Furibond, mais filant doux face à Irma qui pointait l’index vers la rue, Moustache jaune obtempéra. Au grand dam de la patronne, Victor ne tarda pas à l’imiter, cependant il s’engagea avec prudence dans le sens opposé. Il emportait la bouteille à peine entamée et en fit cadeau au père Graffard toujours juché sur son siège. Le litre fut vidé à larges rasades, un clappement de langue exprima l’euphorie du vieillard. Le voyage à Saint-Leu s’effectua à une allure très soutenue. La pluie s’allouait une trêve, la traversée d’une campagne épargnée par l’hiver apaisa Victor. L’air vif le purifiait, et il était satisfait des informations obtenues, même si une seconde visite à Domont se révélait nécessaire faute d’avoir rencontré Hugo Malpeyre et Jéroboam Daragnac.
Lundi 25 novembre
Irrité, Joseph arpentait la réserve en écoutant les nouvelles de Victor. Il ne lui pardonnait pas sa désertion de l’avant-veille. Son beau-frère persistait à le traiter en quantité méprisable, le gredin ! Toutefois, quand il apprit que la prochaine opération au Castel du Bois-Joli lui serait confiée, il se rasséréna. Il acheva de s’épanouir en entendant son partenaire lui annoncer qu’une mission lui incombait le jour même : pousser une reconnaissance jusqu’au magasin des Ducoudray.
— Et Kenji, quelles salades va-t-on lui servir ?
— Le bouquiniste Horace Tenson a dans sa remise une montagne de reliés dépareillés dont il veut se défaire. Ce soir, vous ronchonnerez d’avoir été dérangé en pure perte, suggéra Victor, rarement à court de mensonges.
Joseph se hâta de fuir la place de la Bastille où la colonne de Juillet lui rappelait un souvenir déplaisant, son corps-à-corps avec un scélérat qui avait culbuté dans le vide trois ans plus tôt. Le grelot de la boutique Le Cheval à bascule tinta sans susciter la curiosité des nombreux badauds inspectant les jouets.
Mûre et avenante, nez retroussé et fossettes au menton, une femme potelée célébrait devant deux couples en extase le bébé parlant de M. Jumeau :
— Cette plaque percée de trous sur la poitrine et l’abdomen recouvre un petit phonographe à cylindre. Il suffit de tirer sur une tige pour provoquer un mouvement d’horlogerie qui déclenche l’appareil. Écoutez.
Une voix de jeune fille, claire et enfantine, débita ce discours :
« Je suis enchantée, maman m’a promis d’aller au théâtre, je vais à un spectacle.

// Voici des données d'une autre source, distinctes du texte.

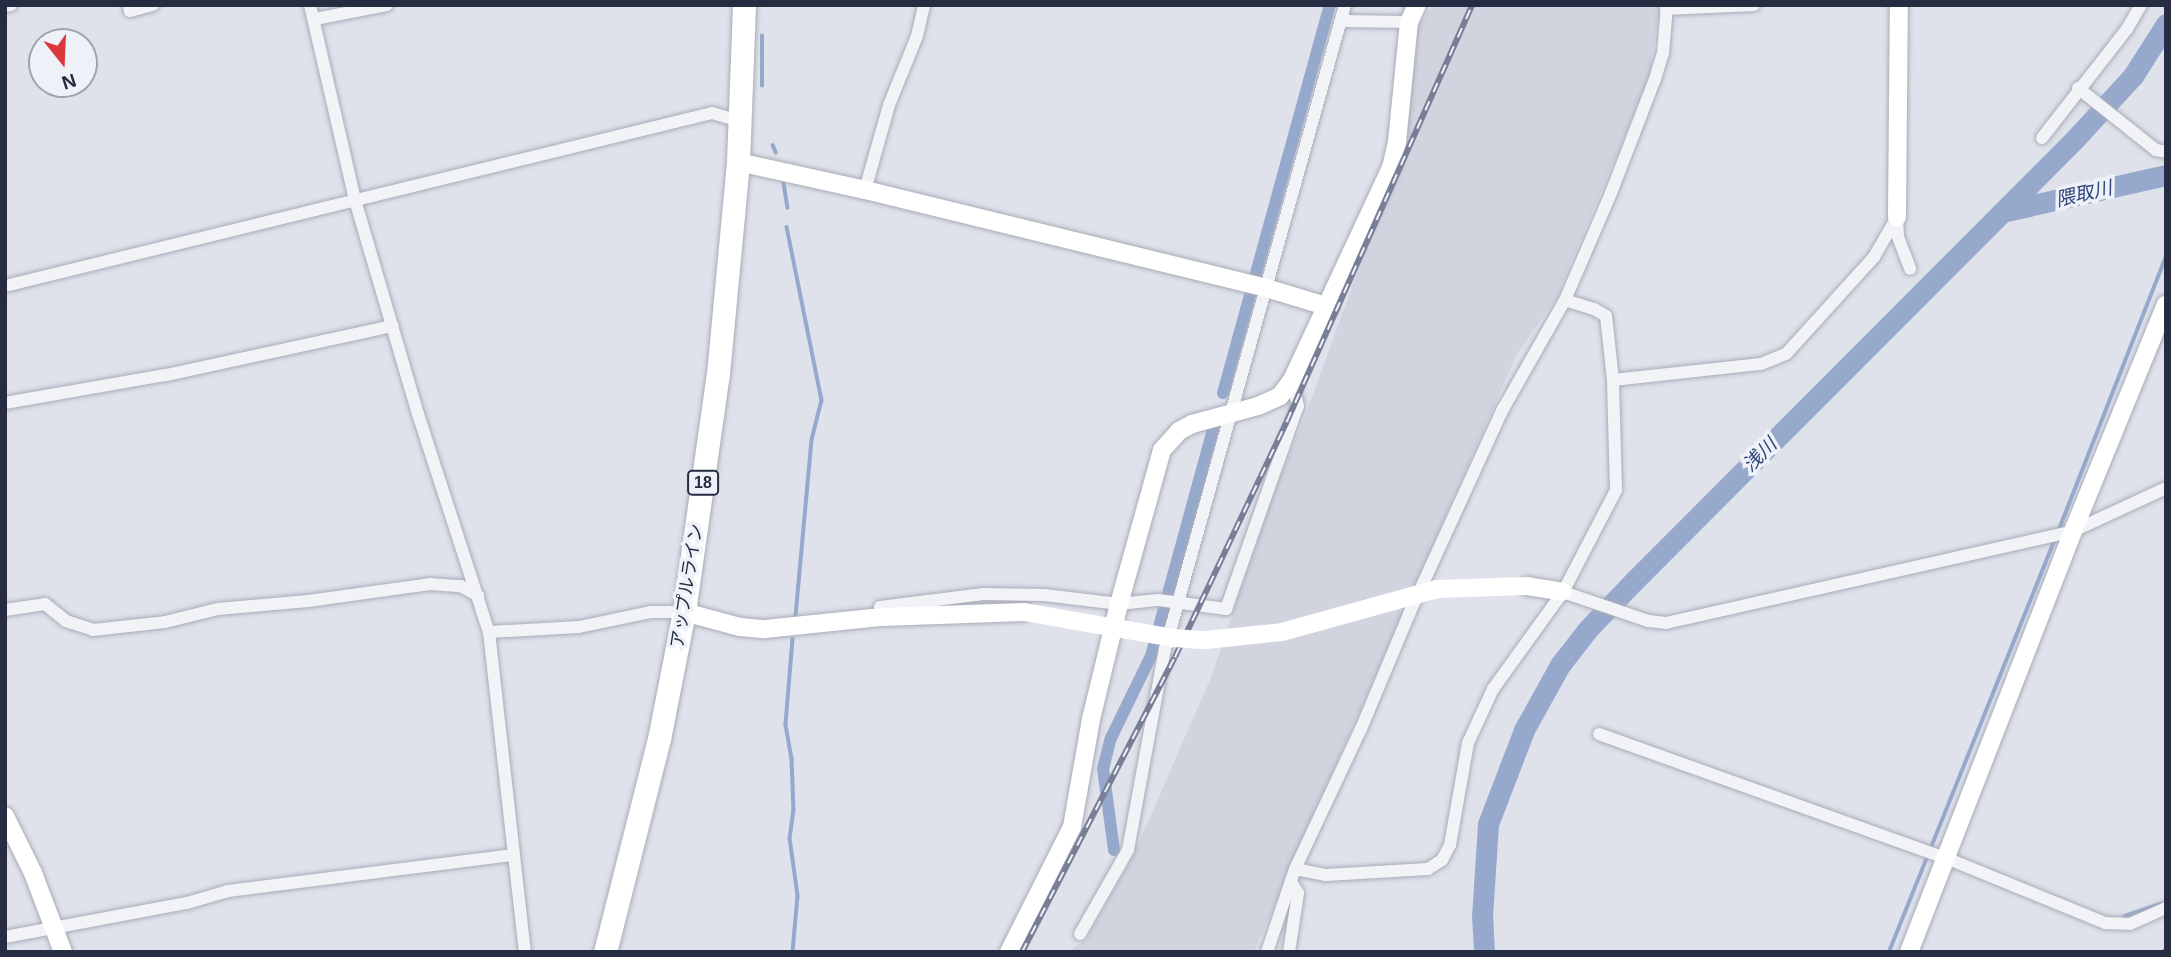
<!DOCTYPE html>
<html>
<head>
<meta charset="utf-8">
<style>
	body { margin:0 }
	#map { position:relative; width:2171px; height:957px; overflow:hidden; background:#dfe2ea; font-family:Helvetica,"Noto Sans JP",sans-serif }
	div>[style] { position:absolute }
	.built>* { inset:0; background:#d1d4df }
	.stream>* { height:3.5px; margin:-1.75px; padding:0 1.75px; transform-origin:1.75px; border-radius:1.75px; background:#96a9cd }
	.canal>* { height:12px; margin:-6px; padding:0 6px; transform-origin:6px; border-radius:6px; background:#96a9cd }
	.river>* { height:21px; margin:-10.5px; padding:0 10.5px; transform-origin:10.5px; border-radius:10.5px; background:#96a9cd }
	.roads { filter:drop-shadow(0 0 2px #a8acb8) drop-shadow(0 0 2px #a8acb8) }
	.street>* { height:12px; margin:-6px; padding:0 6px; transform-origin:6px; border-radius:6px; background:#f2f3f7 }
	.secondary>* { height:18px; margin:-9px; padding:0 9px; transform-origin:9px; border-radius:9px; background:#fff }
	.highway>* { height:23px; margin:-11.5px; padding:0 11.5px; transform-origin:11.5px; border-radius:11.5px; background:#fff }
	.rail>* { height:6px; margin-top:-3px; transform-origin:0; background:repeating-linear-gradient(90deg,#eef1f7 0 10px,#777e95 0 20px); box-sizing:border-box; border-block:2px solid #777e95 }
	.secondary-bridge>* { height:18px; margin:-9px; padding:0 9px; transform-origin:9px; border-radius:9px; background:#fff }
	span { translate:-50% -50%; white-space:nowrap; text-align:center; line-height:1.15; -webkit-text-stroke:7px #eef1f7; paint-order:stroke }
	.shield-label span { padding:2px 5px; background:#eef1f7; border:2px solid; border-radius:5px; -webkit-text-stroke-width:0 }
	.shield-label { font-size:16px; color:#262d42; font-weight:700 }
	.street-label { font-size:18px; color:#262d42 }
	.water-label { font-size:19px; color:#2d447a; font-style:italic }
	.frame { position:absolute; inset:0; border:7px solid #262d42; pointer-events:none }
	.north { position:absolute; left:28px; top:28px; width:70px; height:70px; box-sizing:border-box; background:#eef1f7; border:2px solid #9ea3af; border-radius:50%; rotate:162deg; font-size:19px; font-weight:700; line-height:28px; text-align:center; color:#262d42 }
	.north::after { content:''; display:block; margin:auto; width:24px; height:32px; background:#da383a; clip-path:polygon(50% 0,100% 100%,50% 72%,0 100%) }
</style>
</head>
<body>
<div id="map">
	<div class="built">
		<i style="clip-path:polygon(1433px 5px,1660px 5px,1649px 78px,1556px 298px,1516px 356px,1254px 952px,1067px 952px,1087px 939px,1133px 856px,1212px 675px,1269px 505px,1304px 419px,1398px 161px,1413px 33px)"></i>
	</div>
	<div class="stream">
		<i style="left:762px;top:86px;width:50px;rotate:-90deg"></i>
		<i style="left:773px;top:145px;width:8px;rotate:67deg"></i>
		<i style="left:783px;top:177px;width:31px;rotate:81deg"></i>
		<i style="left:787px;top:227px;width:177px;rotate:78.6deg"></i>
		<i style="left:822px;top:400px;width:41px;rotate:104deg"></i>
		<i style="left:812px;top:440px;width:176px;rotate:95.2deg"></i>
		<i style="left:2058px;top:532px;width:295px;rotate:-68.6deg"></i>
		<i style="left:793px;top:639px;width:86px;rotate:94.7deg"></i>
		<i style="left:786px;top:725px;width:35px;rotate:80deg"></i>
		<i style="left:792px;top:759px;width:51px;rotate:87.8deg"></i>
		<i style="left:794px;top:810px;width:28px;rotate:98deg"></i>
		<i style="left:790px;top:838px;width:59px;rotate:82.1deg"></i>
		<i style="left:798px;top:896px;width:56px;rotate:95.1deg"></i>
		<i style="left:2125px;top:916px;width:37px;rotate:-19deg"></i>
		<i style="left:1889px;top:952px;width:445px;rotate:-68.1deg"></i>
	</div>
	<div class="canal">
		<i style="left:1223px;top:393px;width:402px;rotate:-74.6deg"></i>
		<i style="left:1114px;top:850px;width:82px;rotate:-97.7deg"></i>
		<i style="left:1103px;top:769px;width:32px;rotate:-76deg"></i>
		<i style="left:1111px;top:738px;width:91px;rotate:-64deg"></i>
		<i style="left:1151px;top:656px;width:235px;rotate:-74.7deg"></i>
	</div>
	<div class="river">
		<i style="left:2002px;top:212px;width:168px;rotate:-12.7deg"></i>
		<i style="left:1484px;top:952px;width:35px;rotate:-93deg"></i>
		<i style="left:1482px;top:917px;width:93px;rotate:-86.3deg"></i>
		<i style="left:1488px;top:824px;width:101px;rotate:-69deg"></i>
		<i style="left:1524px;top:730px;width:74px;rotate:-61deg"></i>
		<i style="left:1560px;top:665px;width:46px;rotate:-52.1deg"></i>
		<i style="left:1588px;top:629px;width:65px;rotate:-46.2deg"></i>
		<i style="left:1633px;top:582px;width:626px;rotate:-45.06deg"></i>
		<i style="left:2075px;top:139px;width:86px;rotate:-47.4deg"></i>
		<i style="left:2133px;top:76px;width:62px;rotate:-57.6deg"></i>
	</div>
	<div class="roads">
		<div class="street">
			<i style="left:129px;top:5px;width:6px;rotate:81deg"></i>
			<i style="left:130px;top:11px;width:24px;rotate:-15deg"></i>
			<i style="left:310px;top:5px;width:200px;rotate:77deg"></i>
			<i style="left:355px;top:200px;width:223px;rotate:73.6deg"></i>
			<i style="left:418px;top:414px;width:229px;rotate:72deg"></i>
			<i style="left:489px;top:632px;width:322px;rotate:83.6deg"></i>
			<i style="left:5px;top:6px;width:6px;rotate:-9deg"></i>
			<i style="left:1666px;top:9px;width:88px;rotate:-2.6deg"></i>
			<i style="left:315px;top:19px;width:73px;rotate:-11deg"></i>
			<i style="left:1343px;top:21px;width:66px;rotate:0.9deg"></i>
			<i style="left:2078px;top:88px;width:100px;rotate:38.5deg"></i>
			<i style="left:2156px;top:150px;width:10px;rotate:11deg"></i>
			<i style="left:2042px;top:138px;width:138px;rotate:-52.1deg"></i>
			<i style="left:2127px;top:29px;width:28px;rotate:-60deg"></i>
			<i style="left:865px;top:190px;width:88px;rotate:-74.2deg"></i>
			<i style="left:889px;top:105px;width:74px;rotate:-67.9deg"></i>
			<i style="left:917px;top:36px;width:32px;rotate:-77deg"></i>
			<i style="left:1897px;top:218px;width:19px;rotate:87deg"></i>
			<i style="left:1898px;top:237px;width:34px;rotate:69deg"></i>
			<i style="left:5px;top:286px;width:728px;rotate:-13.75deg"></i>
			<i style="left:712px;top:113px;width:29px;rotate:16deg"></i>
			<i style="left:1613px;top:380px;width:149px;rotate:-6.2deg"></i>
			<i style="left:1761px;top:364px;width:27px;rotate:-22deg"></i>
			<i style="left:1786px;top:354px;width:131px;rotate:-47.8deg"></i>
			<i style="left:1874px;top:257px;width:46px;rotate:-60.1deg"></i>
			<i style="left:5px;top:403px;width:163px;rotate:-9.9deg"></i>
			<i style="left:166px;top:375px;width:232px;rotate:-12.2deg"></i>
			<i style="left:1563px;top:592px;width:90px;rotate:18.8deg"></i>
			<i style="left:1648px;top:621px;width:18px;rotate:6deg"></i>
			<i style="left:1666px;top:623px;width:417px;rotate:-12.7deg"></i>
			<i style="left:2073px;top:531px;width:102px;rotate:-24.8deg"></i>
			<i style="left:5px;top:610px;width:40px;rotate:-8.5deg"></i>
			<i style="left:45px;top:604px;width:27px;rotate:39deg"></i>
			<i style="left:66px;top:621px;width:28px;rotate:18deg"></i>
			<i style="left:93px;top:630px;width:72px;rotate:-6.3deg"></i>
			<i style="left:165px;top:622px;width:55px;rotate:-13.8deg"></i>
			<i style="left:218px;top:609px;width:90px;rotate:-5.1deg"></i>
			<i style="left:308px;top:601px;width:123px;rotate:-7.9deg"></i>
			<i style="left:430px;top:584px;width:31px;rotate:4deg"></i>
			<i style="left:461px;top:586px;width:20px;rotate:30deg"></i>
			<i style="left:882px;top:617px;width:10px;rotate:-101deg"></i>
			<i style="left:880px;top:607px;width:104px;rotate:-7.2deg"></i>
			<i style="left:983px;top:594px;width:61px;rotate:0.9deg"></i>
			<i style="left:1044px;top:595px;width:76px;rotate:6.8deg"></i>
			<i style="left:1119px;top:604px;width:39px;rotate:-6deg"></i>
			<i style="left:1158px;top:600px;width:69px;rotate:7.5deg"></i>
			<i style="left:1226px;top:609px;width:215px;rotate:-70.5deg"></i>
			<i style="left:1298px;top:406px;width:27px;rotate:-103deg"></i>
			<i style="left:489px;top:632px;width:90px;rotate:-3.2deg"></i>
			<i style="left:579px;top:627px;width:74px;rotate:-11.8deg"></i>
			<i style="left:651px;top:612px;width:33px"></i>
			<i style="left:1599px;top:734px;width:368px;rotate:19.7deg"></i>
			<i style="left:1946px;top:858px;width:172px;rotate:22.2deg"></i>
			<i style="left:2105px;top:923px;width:25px;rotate:2deg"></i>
			<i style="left:2130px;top:924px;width:39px;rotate:-24deg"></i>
			<i style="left:1295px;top:869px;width:32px;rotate:11deg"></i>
			<i style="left:1326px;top:875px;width:102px;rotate:-3.4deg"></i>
			<i style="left:1428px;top:869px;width:17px;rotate:-33deg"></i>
			<i style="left:1442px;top:860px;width:17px;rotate:-62deg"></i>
			<i style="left:1450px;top:845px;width:104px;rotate:-80deg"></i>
			<i style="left:1468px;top:743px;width:60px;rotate:-65.2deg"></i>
			<i style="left:1493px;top:689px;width:120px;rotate:-54.2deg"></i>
			<i style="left:1563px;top:592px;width:115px;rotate:-62.5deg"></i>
			<i style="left:1616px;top:490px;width:110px;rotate:-91.6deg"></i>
			<i style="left:1613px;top:380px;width:64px;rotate:-96.2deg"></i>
			<i style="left:1606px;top:316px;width:14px;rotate:-150deg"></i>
			<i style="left:1594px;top:309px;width:30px;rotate:-163deg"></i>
			<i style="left:1080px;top:934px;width:97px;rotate:-60.3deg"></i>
			<i style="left:1128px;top:850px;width:204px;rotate:-79.6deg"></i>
			<i style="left:1165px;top:649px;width:669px;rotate:-74.38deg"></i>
			<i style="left:5px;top:937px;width:185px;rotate:-10.6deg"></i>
			<i style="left:187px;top:903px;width:43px;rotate:-16.3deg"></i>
			<i style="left:228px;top:891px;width:288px;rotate:-7.2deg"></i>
			<i style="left:1267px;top:952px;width:88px;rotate:-71.4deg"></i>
			<i style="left:1295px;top:869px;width:155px;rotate:-64.8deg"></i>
			<i style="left:1361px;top:729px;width:125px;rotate:-67.3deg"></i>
			<i style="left:1409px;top:614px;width:226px;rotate:-65.4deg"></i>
			<i style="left:1503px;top:409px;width:125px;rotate:-60.4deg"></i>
			<i style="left:1565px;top:300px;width:116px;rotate:-66.7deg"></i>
			<i style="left:1611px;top:193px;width:122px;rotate:-68.9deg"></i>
			<i style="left:1655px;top:79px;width:27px;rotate:-73deg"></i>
			<i style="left:1663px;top:53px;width:48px;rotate:-85.2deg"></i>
			<i style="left:1289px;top:952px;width:60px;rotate:-81.3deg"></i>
			<i style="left:1298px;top:893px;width:13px;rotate:-122deg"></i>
		</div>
		<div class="secondary">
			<i style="left:738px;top:162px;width:130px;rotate:12.4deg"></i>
			<i style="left:865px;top:190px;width:413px;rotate:13.7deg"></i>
			<i style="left:1266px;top:288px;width:66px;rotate:16.8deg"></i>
			<i style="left:1897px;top:217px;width:212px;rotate:-89.5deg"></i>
			<i style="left:1527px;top:586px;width:36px;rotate:9deg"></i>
			<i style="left:684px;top:612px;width:58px;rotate:15deg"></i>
			<i style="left:740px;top:627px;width:25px;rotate:5deg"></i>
			<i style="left:765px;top:629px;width:118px;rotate:-5.9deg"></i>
			<i style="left:882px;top:617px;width:142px;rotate:-2deg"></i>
			<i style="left:5px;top:816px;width:64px;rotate:63.8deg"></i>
			<i style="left:33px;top:873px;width:85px;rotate:69.2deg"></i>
			<i style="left:1009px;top:952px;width:140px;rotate:-63.3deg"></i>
			<i style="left:1072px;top:827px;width:110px;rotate:-80deg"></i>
			<i style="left:1091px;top:719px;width:118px;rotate:-76.3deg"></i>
			<i style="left:1119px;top:604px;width:160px;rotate:-74.4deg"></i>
			<i style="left:1162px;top:450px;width:25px;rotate:-48deg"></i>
			<i style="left:1179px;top:431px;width:15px;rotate:-28deg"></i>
			<i style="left:1192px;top:424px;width:68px;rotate:-15.3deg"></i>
			<i style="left:1258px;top:406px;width:24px;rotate:-24deg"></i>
			<i style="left:1280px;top:396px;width:20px;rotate:-53deg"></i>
			<i style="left:1292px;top:380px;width:234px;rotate:-65deg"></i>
			<i style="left:1391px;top:168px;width:27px;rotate:-77deg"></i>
			<i style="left:1397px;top:142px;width:121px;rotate:-84.3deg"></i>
			<i style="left:1409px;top:22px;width:19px;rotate:-65deg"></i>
			<i style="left:1909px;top:952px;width:452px;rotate:-68.7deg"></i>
			<i style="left:2073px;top:531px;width:245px;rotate:-67.7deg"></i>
		</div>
		<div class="highway">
			<i style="left:605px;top:952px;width:220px;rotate:-75.8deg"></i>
			<i style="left:659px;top:739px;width:129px;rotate:-78.9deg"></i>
			<i style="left:684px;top:612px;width:240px;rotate:-81.9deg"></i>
			<i style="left:718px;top:374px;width:213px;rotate:-84.6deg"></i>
			<i style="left:738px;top:162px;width:157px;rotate:-87.8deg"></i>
		</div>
	</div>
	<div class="rail">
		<i style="left:1022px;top:952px;width:332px;rotate:-62.6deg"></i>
		<i style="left:1175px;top:657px;width:261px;rotate:-64.6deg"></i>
		<i style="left:1287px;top:421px;width:455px;rotate:-66deg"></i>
		<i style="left:2165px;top:952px;width:2px;rotate:-63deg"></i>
	</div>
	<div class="secondary-bridge">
		<i style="left:1024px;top:612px;width:151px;rotate:9.9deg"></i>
		<i style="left:1173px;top:638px;width:32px;rotate:4deg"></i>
		<i style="left:1205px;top:640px;width:77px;rotate:-5.9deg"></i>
		<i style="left:1282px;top:632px;width:161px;rotate:-15.5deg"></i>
		<i style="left:1437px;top:589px;width:90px;rotate:-1.9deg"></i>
	</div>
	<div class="shield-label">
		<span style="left:703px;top:483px">18</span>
	</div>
	<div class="street-label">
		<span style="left:687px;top:586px;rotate:-81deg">アップルライン</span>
	</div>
	<div class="water-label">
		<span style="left:2084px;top:194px;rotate:-13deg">隈取川</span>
		<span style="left:1760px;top:455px;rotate:-45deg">浅川</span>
	</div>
	<div class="frame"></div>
	<div class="north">N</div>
</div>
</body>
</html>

Ah ! Mon beau château, ma tante tire lire lire ! Ah ! Mon beau château, ma tante tire lire l’eau ! »
Il y eut des exclamations et Joseph lui-même ne put réprimer un sourire. Envahi d’une joie mélancolique, il fut transporté en 1879, sa main crochée à celle de sa mère, sur les Boulevards où des rangées de baraques avaient éclos durant le mois de décembre. Des camelots vantaient les nouveautés propres à séduire les passants en quête de modestes étrennes. Fasciné par les bonimenteurs, plus clochards que professionnels, secouant polichinelles, mirlitons et tambours, Joseph avait pris racine face à un étalage d’automates en fer-blanc. Particulièrement convoité, un fort des Halles poussait sa brouette.
— Combien ? avait marmonné Euphrosine au bout d’un moment de réflexion.
— Six sous, cracha le marchand.
Le porte-monnaie rechignait à se vider de ses pièces. Il en manquait deux.
— J’vous accorde une fleur, ma p’tite dame, parce que vous avez d’belles mirettes.
Sans croire à son bonheur, Joseph avait serré le jouet contre lui. Puis, une fois à la maison, il l’avait posé sur une caisse et s’était contenté de l’examiner des heures d’affilée. Euphrosine et son rejeton se nourrirent de pommes et de pain jusqu’à ce que le porte-monnaie consentît à grossir. Un jeu de loto et un masque en carton-pâte achetés par la suite constituèrent un trésor enfantin dont le fort des Halles était le joyau. Sans doute dormait-il, démantibulé, dans un coin de la remise, rue Visconti.
À présent, les automates étaient beaucoup plus perfectionnés. Des personnages agrémentés de vêtements reproduisaient des attitudes humaines, mus par des mécanismes à moteur. Joseph flâna auprès de joueurs de cartes, d’un couple échangeant des horions et d’une troupe de gymnastes.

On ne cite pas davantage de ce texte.